Latest update January 20th, 2025 4:00 AM
Feb 04, 2024 Features / Columnists, The GHK Lall Column
Kaieteur News – Teachers across Guyana are getting ready for some sort of strike action tomorrow. What form the strike will take, and how comprehensive it will be, is an event still unfolding, and which will be visible soon enough. Pay and working conditions are at the top of the concerns of local teachers. At the risk of understatement, I think that a problem is brewing. It is one that could gather some energy, perhaps lead somewhere. Or, something fizzles out for lack of muscle and traction. We shall see.
The PPP Government has twisted the heads of all Guyanese, so that they can see all that it has done for the teaching profession in Guyana’s public schools. New schools. New conditions. New considerations. New provisions. And all that is new about so much more. So, what the hell is the problem with teachers? Specifically, what is the problem with the Guyana Teachers’ Union GTU)? Why this drastic strike action contemplated by the GTU, especially when it could have such far-reaching impacts? Young minds left unattended. Adult parents left to cope with their anxieties. Possibly schools and classrooms left abandoned and bare, a barren wilderness where there is usually the sweet hum of engaged minds going through the gears.
I think that the Government of Guyana has been everything in its power to incite a reaction of this nature. If there has to be a showdown, then bring it on. Better to have it now, and deal with it, than let it fester and ooze into and taint the environment, rupture the social fabric. I am weighing the circumstances: will the teachers be in school, but operating with a delayed mindset? In the complex, but not doing any teaching, chaperoning, or overseeing in the class. If the attitude and intent of the GTU and their constituency are to get the maximum value out of the proposed strike action, then they have to go all the way. To the streets, is where any strike belongs.
The teachers will have to decide how loud they will be to draw attention to their circumstances (pay and working conditions, among others). Teachers and their representatives will have to decide how long the battle for better will be fought. My position is that the more spirited it is, and the more enduring that the strike action, the more it could grab hold of Guyanese interest and imagination. If teachers have made the first move to take control of their destiny, then other Guyanese could be prompted to consider their own paltry circumstances, and matters progress from a teachers protest movement to a mass movement. There is sure to be at least one common factor linking non-teachers to teachers: it is pay. When people are not paid properly, then they can only purchase so much that is drop-dead necessary. The rest is a waiting game. For pigs to develop wings, perhaps. The rest that is missing (proper pay etc.) is what makes people reach their point of no return and say: something has to be done, something has to give. Strike action seems to be all that is left.

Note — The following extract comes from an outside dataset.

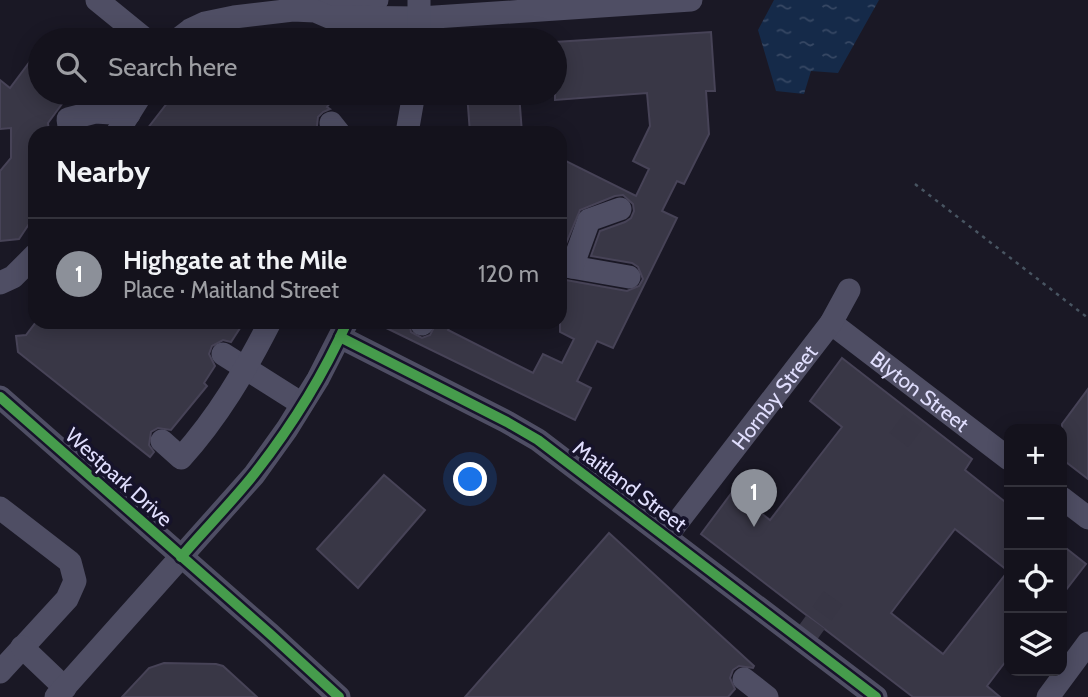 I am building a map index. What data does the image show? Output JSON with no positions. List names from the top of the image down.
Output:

In its first reaction, Minister of Labor, Mr. Joe Hamilton, said that any such action would be considered “illegal.” I think I sense a parallel to the PNC calling this incumbent government ‘illegal’, as evidenced in the skullduggeries in the last elections. In the government’s case, I record this point: to call workers genuinely concerned about their conditions and the welfare of their loves ones as diving into the realm of what is “illegal” is tantamount to making criminals out of law-abiding citizens. I would contend that what this PPP Government has inflicted upon public servants and others rises to what could be deemed criminal. The likes of Jagdeo and others may prefer to forget that Guyanese workers forced to fight for their rights were at one time in this country branded as ‘communists.’ Communists were hunted down in the United States during the ‘Red Scare’ and steel workers were savaged in the steel industry in the Pennsylvania labor wars. I am pondering whether this is a case of history repeating itself. The difference is that instead of the communist label, teachers and others of like mind are drafted into the ranks of criminals.
We can quibble and squabble over Collective Bargaining, unilateralism, imposition, and such, but at the end of all conversations, one red flag stands firmly planted in the ground. It is representative of the suppression of hard-earned workers’ rights, the oppression of the working class, who seek a living wage in a land of plenty. The PPP Government has trampled upon those who say: some more, please. What is fair and should be. Illegal is the first salvo, with waiting to determine what the next ones are.
Looking at the terrain, the PPP Government has everything going for it. It has the strong arm of the law, and the strongmen within it, at its command. There is public media already so skewed that most of it cannot straighten up. The government has money, but not for some people. I say think sugar, sir. Guyanese have to decide. A strong strike action, one that acts as a magnet for other underpaid and overwhelmed workers. Or a nation of bystanders and docile ducks encouraging abuse, exploitation, disrespect, and pauperization.
(The views expressed in this article are those of the author and do not necessarily reflect the opinions and beliefs of this newspaper and its affiliates.)